If a line holds the word "ExtraMile", copy it from the entries.

Collected data entries:
##########

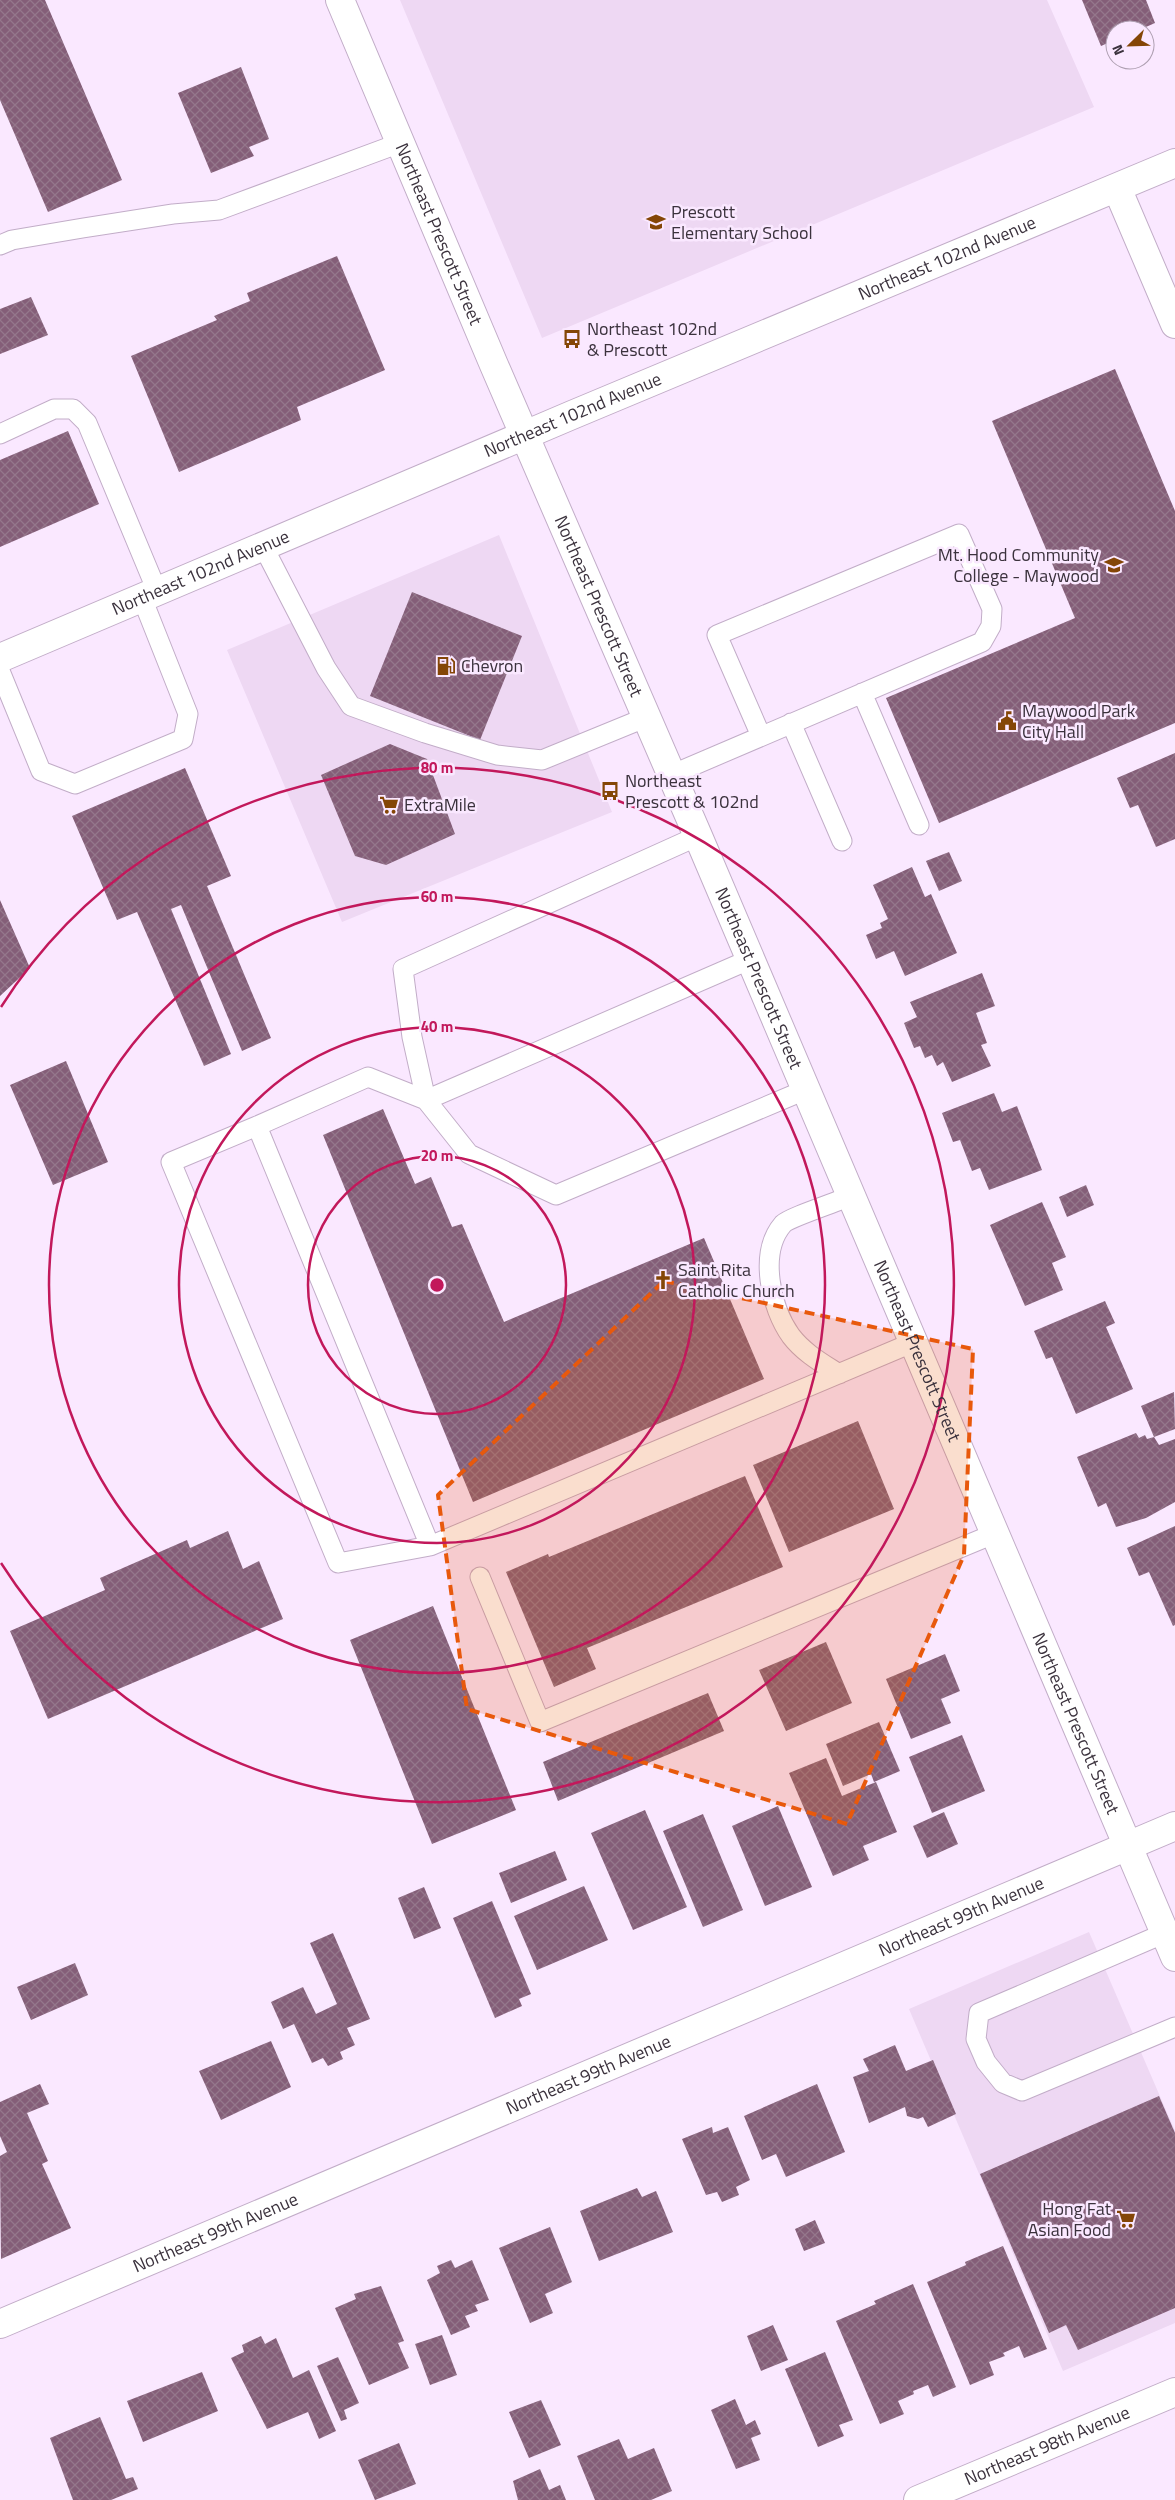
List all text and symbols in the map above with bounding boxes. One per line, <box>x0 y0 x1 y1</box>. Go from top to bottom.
north arrow <box>1105 20 1155 70</box>
text: N <box>1106 42 1129 59</box>
street label: Northeast Prescott Street <box>389 139 490 330</box>
place label: Prescott Elementary School <box>671 198 813 246</box>
street label: Northeast 102nd Avenue <box>854 209 1040 307</box>
school or university icon: Prescott Elementary School <box>645 211 667 233</box>
place label: Northeast 102nd & Prescott <box>587 315 717 363</box>
bus stop icon: Northeast 102nd & Prescott <box>561 328 583 350</box>
street label: Northeast 102nd Avenue <box>479 365 665 464</box>
street label: Northeast Prescott Street <box>548 511 650 702</box>
street label: Northeast 102nd Avenue <box>108 523 293 622</box>
place label: Mt. Hood Community College - Maywood <box>938 541 1099 589</box>
school or university icon: Mt. Hood Community College - Maywood <box>1103 554 1125 576</box>
place label: Chevron <box>461 652 523 679</box>
fuel station icon: Chevron <box>435 655 457 677</box>
place label: Maywood Park City Hall <box>1022 697 1136 745</box>
public building icon: Maywood Park City Hall <box>996 710 1018 732</box>
text: 80 m <box>421 756 453 779</box>
place label: Northeast Prescott & 102nd <box>625 767 759 815</box>
bus stop icon: Northeast Prescott & 102nd <box>599 780 621 802</box>
place label: ExtraMile <box>404 791 476 818</box>
supermarket icon: ExtraMile <box>378 794 400 816</box>
street label: Northeast Prescott Street <box>708 883 810 1074</box>
text: 60 m <box>421 885 453 908</box>
text: 40 m <box>421 1015 453 1038</box>
text: 20 m <box>421 1144 453 1167</box>
place label: Saint Rita Catholic Church <box>678 1256 795 1304</box>
street label: Northeast Prescott Street <box>867 1256 968 1446</box>
church icon: Saint Rita Catholic Church <box>652 1269 674 1291</box>
centre of rings <box>428 1276 446 1294</box>
street label: Northeast Prescott Street <box>1026 1628 1127 1819</box>
street label: Northeast 99th Avenue <box>874 1869 1048 1963</box>
street label: Northeast 99th Avenue <box>501 2027 675 2121</box>
street label: Northeast 99th Avenue <box>128 2185 302 2279</box>
place label: Hong Fat Asian Food <box>1028 2195 1112 2243</box>
supermarket icon: Hong Fat Asian Food <box>1115 2208 1137 2230</box>
street label: Northeast 98th Avenue <box>960 2399 1134 2492</box>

##########

THE ANSWER:
place label: ExtraMile <box>404 791 476 818</box>
supermarket icon: ExtraMile <box>378 794 400 816</box>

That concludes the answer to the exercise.